### SOURCE MATERIAL
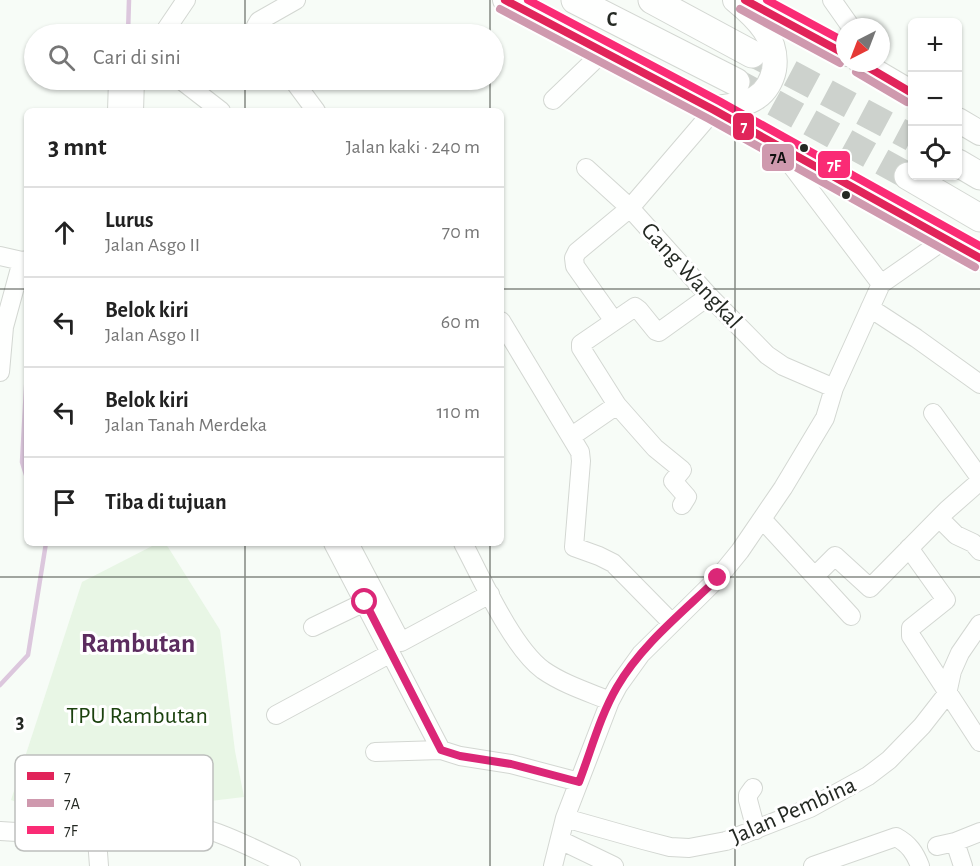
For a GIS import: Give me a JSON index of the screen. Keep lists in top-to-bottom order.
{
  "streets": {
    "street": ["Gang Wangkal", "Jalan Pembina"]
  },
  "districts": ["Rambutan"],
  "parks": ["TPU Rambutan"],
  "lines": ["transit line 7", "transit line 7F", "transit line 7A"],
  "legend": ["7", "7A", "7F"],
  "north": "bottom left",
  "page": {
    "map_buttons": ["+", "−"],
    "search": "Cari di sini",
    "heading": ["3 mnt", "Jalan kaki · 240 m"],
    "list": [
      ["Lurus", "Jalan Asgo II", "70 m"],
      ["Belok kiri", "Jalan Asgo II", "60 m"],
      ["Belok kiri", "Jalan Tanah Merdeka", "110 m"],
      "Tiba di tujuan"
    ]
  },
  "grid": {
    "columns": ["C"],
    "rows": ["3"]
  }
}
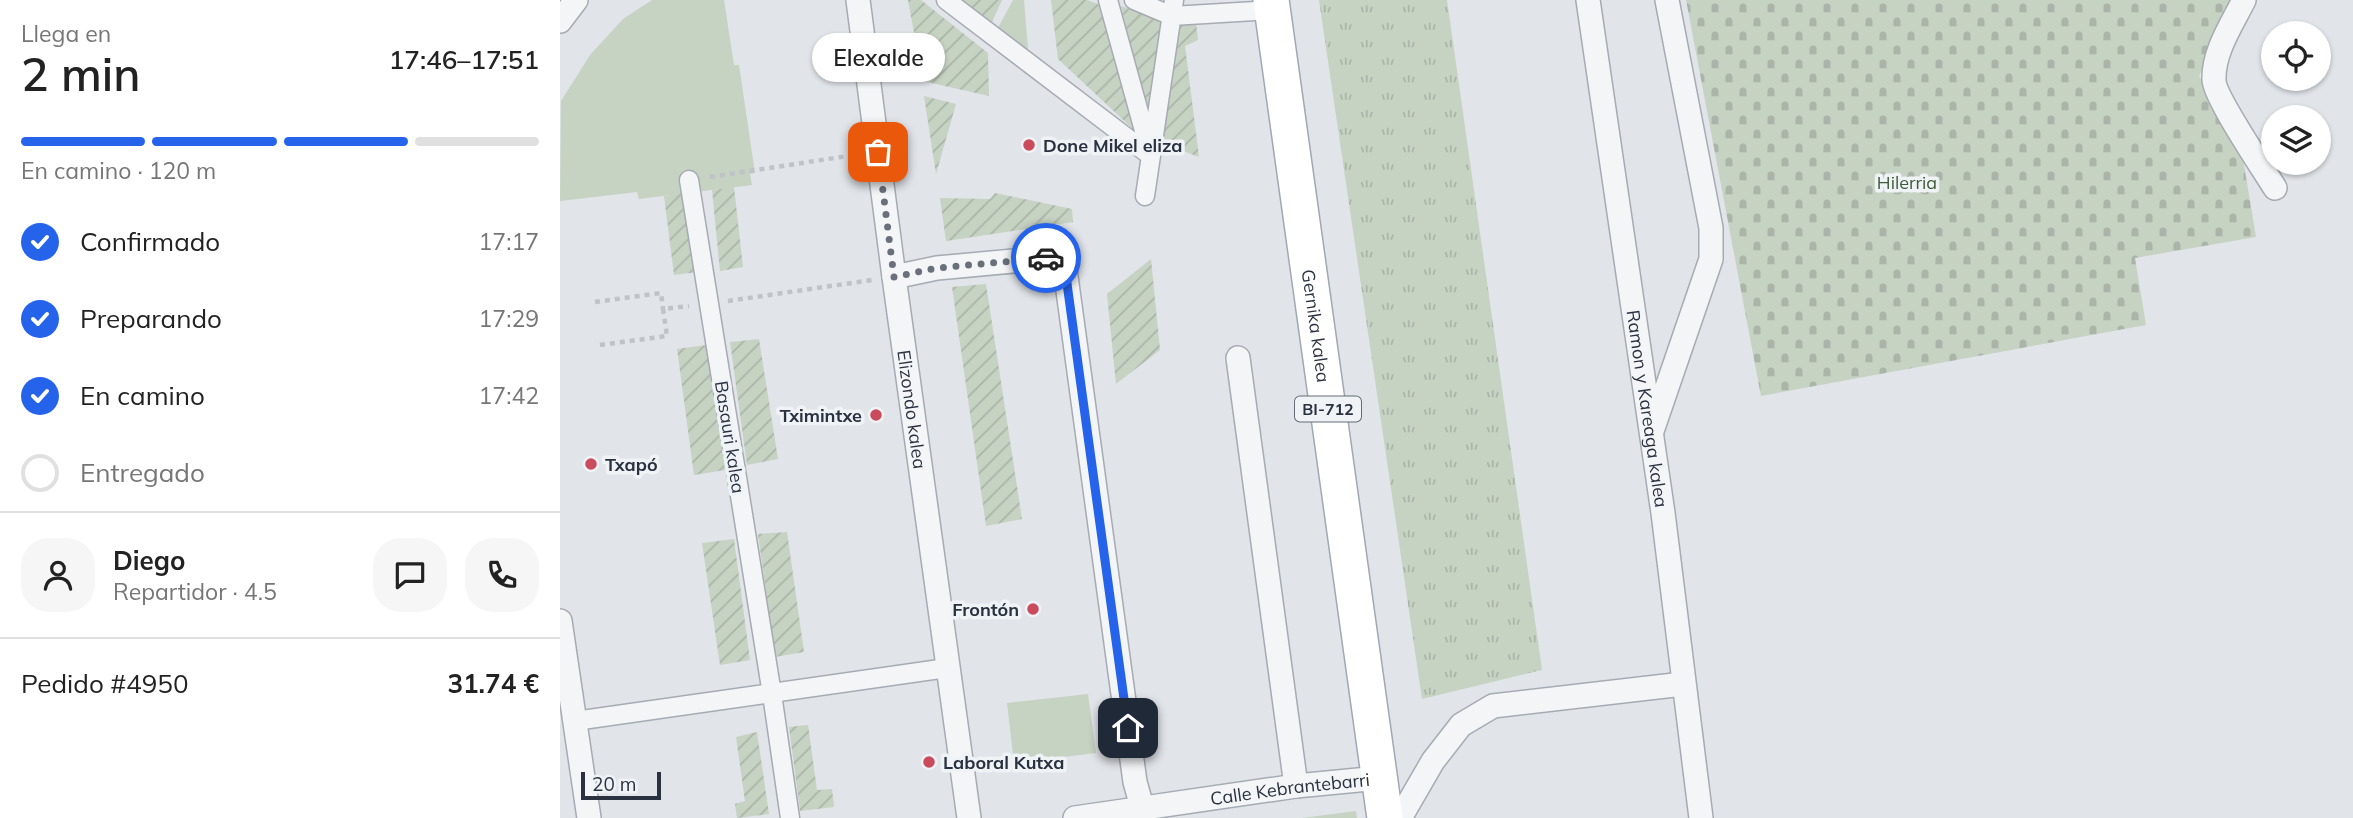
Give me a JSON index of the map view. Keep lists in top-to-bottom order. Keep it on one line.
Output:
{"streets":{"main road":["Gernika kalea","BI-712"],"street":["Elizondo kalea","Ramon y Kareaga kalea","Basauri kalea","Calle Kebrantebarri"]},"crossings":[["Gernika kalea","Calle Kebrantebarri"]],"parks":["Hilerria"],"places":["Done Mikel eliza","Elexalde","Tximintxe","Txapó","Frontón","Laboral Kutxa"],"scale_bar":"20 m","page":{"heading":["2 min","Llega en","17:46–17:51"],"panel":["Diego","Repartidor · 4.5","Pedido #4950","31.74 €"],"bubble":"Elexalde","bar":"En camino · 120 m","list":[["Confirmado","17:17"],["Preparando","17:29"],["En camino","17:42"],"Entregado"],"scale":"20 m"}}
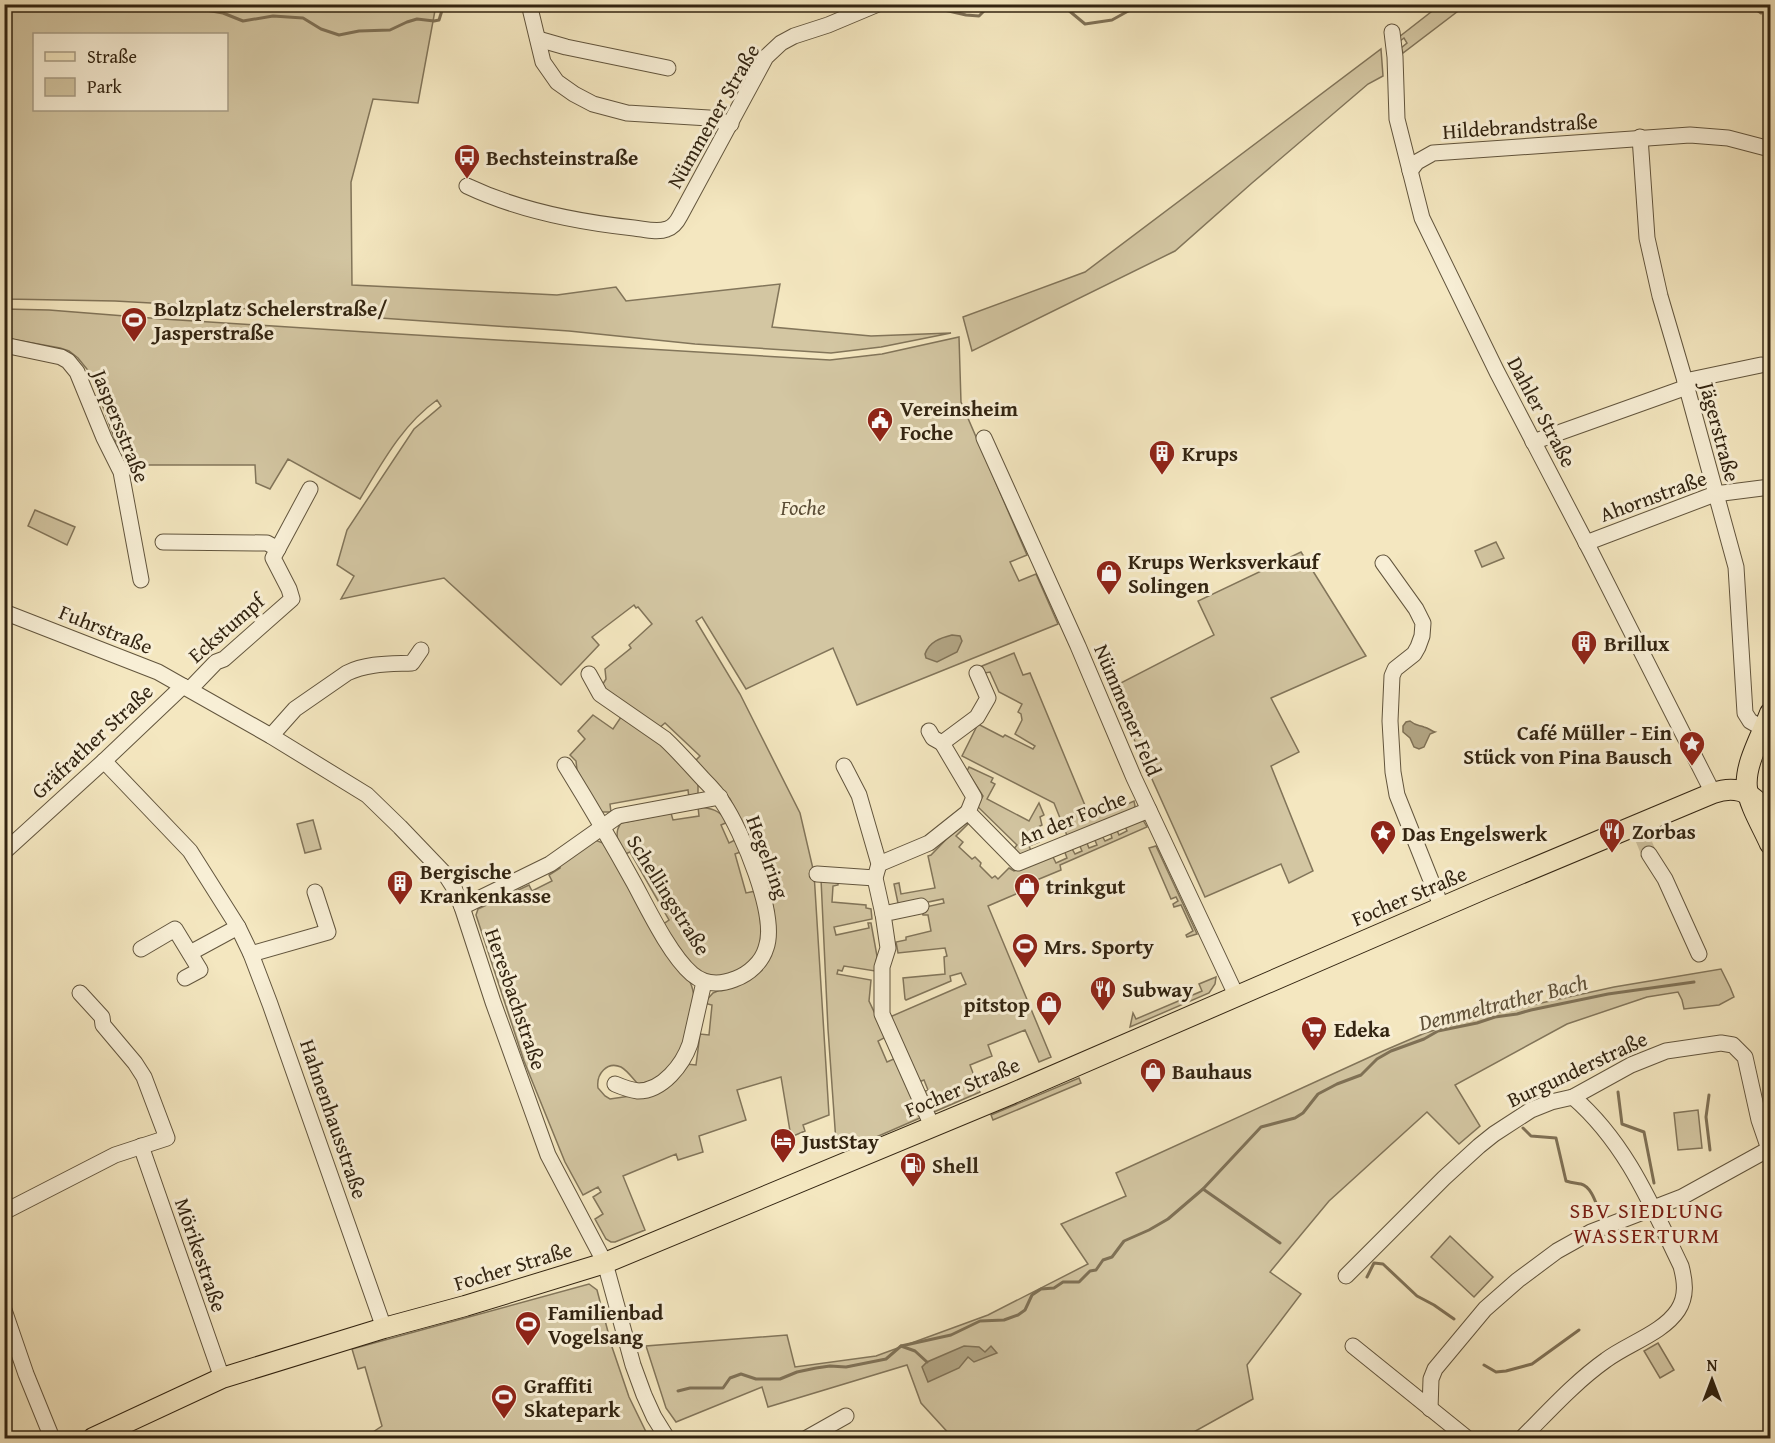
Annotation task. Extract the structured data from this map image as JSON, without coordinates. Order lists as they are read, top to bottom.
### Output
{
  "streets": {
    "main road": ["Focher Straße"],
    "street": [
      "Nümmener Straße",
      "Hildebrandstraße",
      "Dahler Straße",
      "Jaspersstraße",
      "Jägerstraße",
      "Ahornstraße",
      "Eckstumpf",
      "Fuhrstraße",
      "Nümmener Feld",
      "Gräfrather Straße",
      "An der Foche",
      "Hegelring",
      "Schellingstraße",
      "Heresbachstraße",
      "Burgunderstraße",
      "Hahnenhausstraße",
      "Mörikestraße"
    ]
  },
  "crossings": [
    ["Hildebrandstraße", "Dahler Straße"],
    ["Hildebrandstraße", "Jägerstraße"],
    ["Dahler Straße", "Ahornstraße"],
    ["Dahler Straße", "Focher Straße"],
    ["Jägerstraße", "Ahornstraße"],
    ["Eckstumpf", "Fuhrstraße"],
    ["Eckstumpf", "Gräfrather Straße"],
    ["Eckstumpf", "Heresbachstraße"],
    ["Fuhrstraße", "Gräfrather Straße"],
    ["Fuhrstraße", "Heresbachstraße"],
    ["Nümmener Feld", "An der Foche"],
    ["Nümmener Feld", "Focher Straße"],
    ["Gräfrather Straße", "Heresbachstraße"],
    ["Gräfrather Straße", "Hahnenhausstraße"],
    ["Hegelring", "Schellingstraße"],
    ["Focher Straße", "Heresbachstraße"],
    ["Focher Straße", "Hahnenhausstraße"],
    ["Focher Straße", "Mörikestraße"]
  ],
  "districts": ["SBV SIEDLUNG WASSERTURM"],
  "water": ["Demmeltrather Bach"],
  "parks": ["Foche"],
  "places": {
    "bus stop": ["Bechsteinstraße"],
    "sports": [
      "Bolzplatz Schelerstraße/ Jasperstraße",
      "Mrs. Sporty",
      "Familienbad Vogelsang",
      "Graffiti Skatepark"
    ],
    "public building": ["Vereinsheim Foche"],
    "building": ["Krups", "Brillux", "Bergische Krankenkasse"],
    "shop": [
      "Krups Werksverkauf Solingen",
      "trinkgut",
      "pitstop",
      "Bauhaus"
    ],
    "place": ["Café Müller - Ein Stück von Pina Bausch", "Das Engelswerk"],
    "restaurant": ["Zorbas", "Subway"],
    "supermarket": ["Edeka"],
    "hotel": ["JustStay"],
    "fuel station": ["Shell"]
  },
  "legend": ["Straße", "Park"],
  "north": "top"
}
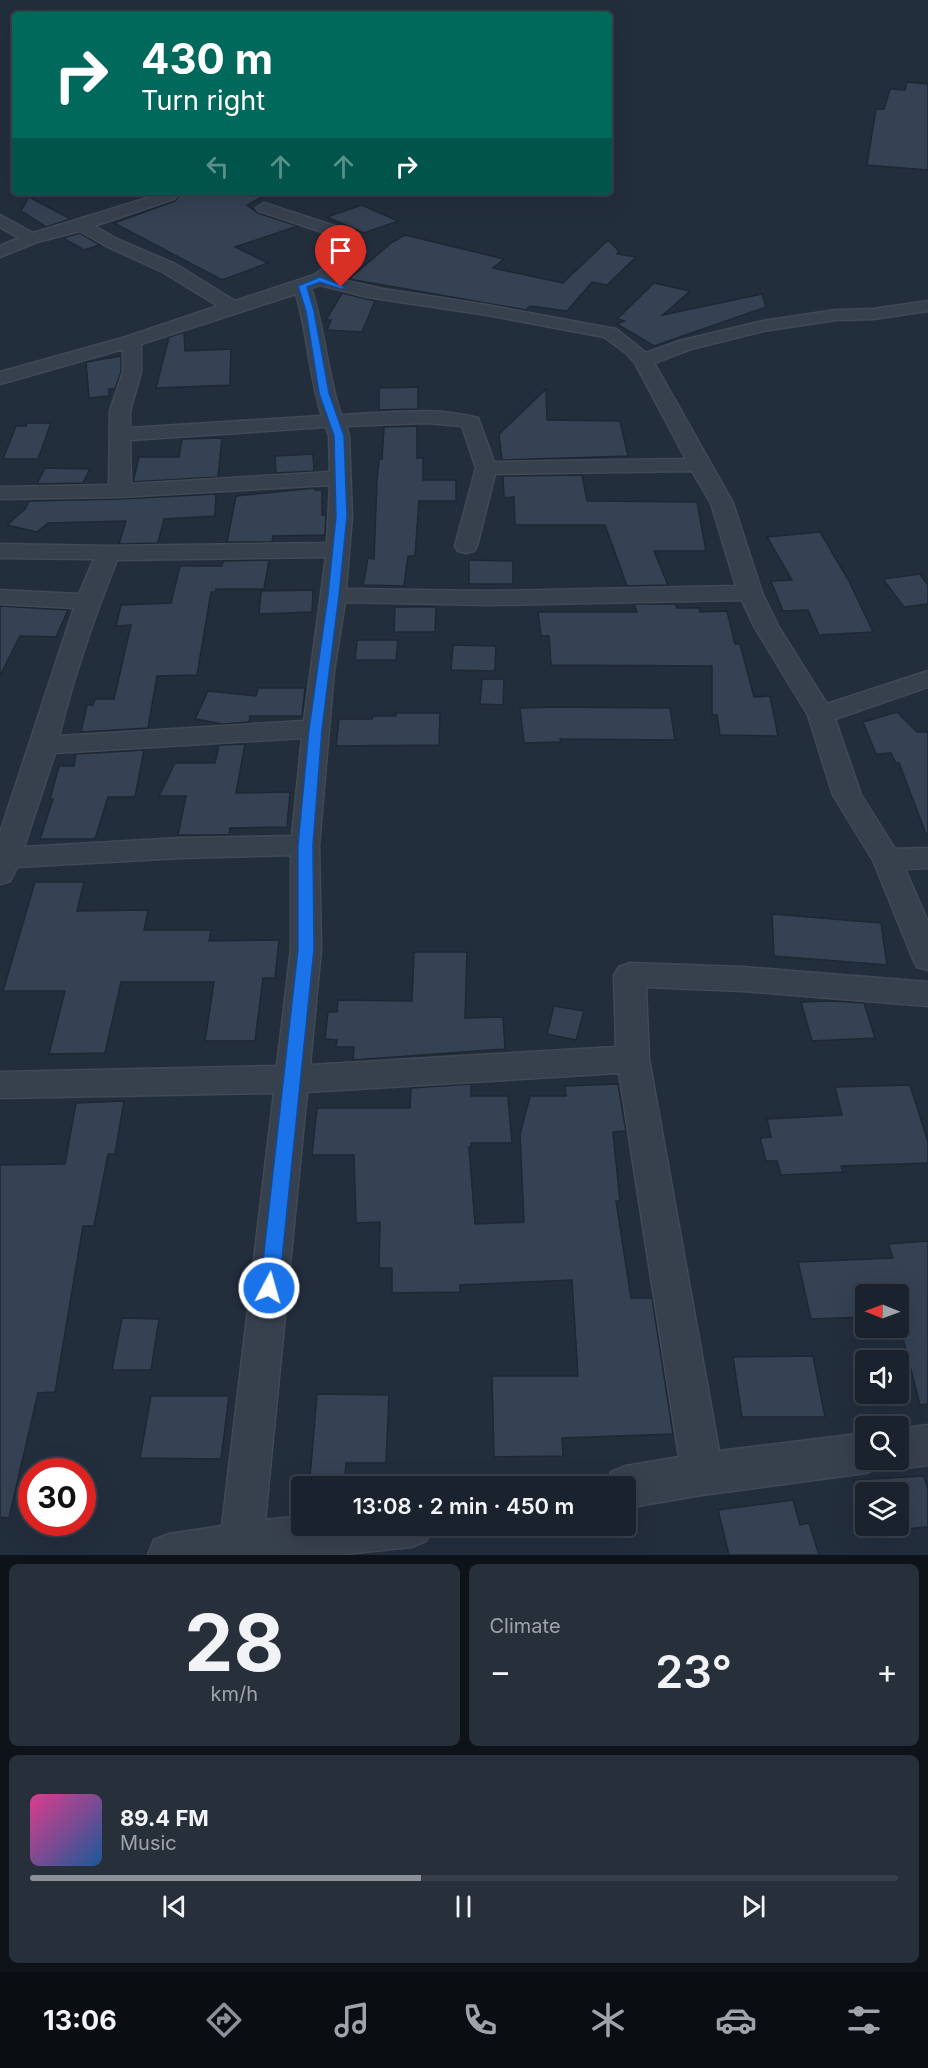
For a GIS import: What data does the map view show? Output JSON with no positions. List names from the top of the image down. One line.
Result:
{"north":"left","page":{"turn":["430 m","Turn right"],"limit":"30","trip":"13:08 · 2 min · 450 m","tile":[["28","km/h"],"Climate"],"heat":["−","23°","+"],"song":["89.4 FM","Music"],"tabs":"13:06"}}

### PROBLEM TO SOLVE
Copy exactly the lines running from the beginning of the listing through the line that has "Annotation task. Extract". Drop the pictures.

### ANSWER TO THIS EXERCISE
For a GIS import: Give me a JSON index of the screen. Keep lists in top-to-bottom order.
{
  "streets": {
    "street": ["Gang Wangkal", "Jalan Pembina"]
  },
  "districts": ["Rambutan"],
  "parks": ["TPU Rambutan"],
  "lines": ["transit line 7", "transit line 7F", "transit line 7A"],
  "legend": ["7", "7A", "7F"],
  "north": "bottom left",
  "page": {
    "map_buttons": ["+", "−"],
    "search": "Cari di sini",
    "heading": ["3 mnt", "Jalan kaki · 240 m"],
    "list": [
      ["Lurus", "Jalan Asgo II", "70 m"],
      ["Belok kiri", "Jalan Asgo II", "60 m"],
      ["Belok kiri", "Jalan Tanah Merdeka", "110 m"],
      "Tiba di tujuan"
    ]
  },
  "grid": {
    "columns": ["C"],
    "rows": ["3"]
  }
}
Give me a JSON index of the map view. Keep lists in top-to-bottom order. Keep it on one line.
Output:
{"streets":{"main road":["Gernika kalea","BI-712"],"street":["Elizondo kalea","Ramon y Kareaga kalea","Basauri kalea","Calle Kebrantebarri"]},"crossings":[["Gernika kalea","Calle Kebrantebarri"]],"parks":["Hilerria"],"places":["Done Mikel eliza","Elexalde","Tximintxe","Txapó","Frontón","Laboral Kutxa"],"scale_bar":"20 m","page":{"heading":["2 min","Llega en","17:46–17:51"],"panel":["Diego","Repartidor · 4.5","Pedido #4950","31.74 €"],"bubble":"Elexalde","bar":"En camino · 120 m","list":[["Confirmado","17:17"],["Preparando","17:29"],["En camino","17:42"],"Entregado"],"scale":"20 m"}}
Annotation task. Extract the structured data from this map image as JSON, without coordinates. Order lists as they are read, top to bottom.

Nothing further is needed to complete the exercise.